Brought this to mind...I'd like to share it with you. It never gets old:
200
Ζϙ
DE CAECITIA PHILOSOPHORUM ANTIQUORUM
Behold, how comfortable is this my Wisdom, wherein I have resolved every Conflict soever that is or that can be, even in all Dimensions, that Antagonism of Things no less than their Limitations. I have said: Evil, be thou my Good; for it is the Magical Mirror of our Astarté, and the Caduceus of our Hermes. Now this was the Error of Elder Philosophers, that perceiving Changeful Duality as the Cause of Sorrow, they sought the Reconcilement in Unity and in Stability. But I shew thee the Universe as the Body of Our Lady Nuit, who is None and Two, with Hadit Her Lord as the Alternator of those Phases.
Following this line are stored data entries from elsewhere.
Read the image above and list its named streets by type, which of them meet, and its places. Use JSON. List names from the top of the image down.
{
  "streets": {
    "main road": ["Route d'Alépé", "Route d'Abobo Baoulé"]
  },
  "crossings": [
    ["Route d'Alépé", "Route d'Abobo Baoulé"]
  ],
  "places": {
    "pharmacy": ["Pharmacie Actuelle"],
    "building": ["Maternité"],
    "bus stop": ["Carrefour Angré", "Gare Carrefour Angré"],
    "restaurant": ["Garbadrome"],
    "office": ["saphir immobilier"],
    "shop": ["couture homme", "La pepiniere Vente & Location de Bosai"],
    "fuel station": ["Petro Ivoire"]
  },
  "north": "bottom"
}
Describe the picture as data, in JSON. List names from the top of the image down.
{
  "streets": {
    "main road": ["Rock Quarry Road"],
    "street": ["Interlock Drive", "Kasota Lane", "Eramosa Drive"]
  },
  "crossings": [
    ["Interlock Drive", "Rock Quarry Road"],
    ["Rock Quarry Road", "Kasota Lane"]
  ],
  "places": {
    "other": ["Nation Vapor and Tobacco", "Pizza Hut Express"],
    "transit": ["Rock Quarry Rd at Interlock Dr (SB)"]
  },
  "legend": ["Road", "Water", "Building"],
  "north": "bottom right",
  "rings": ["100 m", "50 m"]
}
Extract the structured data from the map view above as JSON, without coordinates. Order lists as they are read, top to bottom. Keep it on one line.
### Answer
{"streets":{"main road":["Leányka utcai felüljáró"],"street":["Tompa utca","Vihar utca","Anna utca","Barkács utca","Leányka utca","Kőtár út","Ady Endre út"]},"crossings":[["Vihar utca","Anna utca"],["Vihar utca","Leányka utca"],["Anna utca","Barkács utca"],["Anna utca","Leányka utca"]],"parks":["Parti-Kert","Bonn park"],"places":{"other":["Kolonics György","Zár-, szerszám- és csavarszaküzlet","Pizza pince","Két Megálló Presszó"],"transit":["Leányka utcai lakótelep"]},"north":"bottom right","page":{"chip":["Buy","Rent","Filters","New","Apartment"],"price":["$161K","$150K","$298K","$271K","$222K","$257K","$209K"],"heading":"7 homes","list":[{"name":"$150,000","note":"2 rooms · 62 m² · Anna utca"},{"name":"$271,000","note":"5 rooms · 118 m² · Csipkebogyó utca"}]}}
This Universe is then a perpetual By-coming, the Vessel of every Permutation of infinity, wherein every Phenomenon is a Sacrament, Change being the act of Love, and Duality the Condition prodromal to that Act even as an Axe must be taken back from a Cedar that it may deliver its Stroke. The Error therefore of thee Philosophers lay in their false Assumption that Bliss, Knowledge and Being (the Qualities of their Changeless Unity) could be States. O my Son, how pitiful is their Beggary, these Paupers of Sense and of Experience and of Observation! The Emptiness of their Bellies was it that bred Phantoms of Ideal, so that they sought Joy by a crude Denial of what Truth (or rather, Fact) they had perceived concerning the Universe, so that they set up an Idol of Death for their God, in very Rage of Hatred against the Sum of their own Selves.
-- Liber Aleph vel CXI
Yeah, everything is a joke. But it's what we Do with the Joke!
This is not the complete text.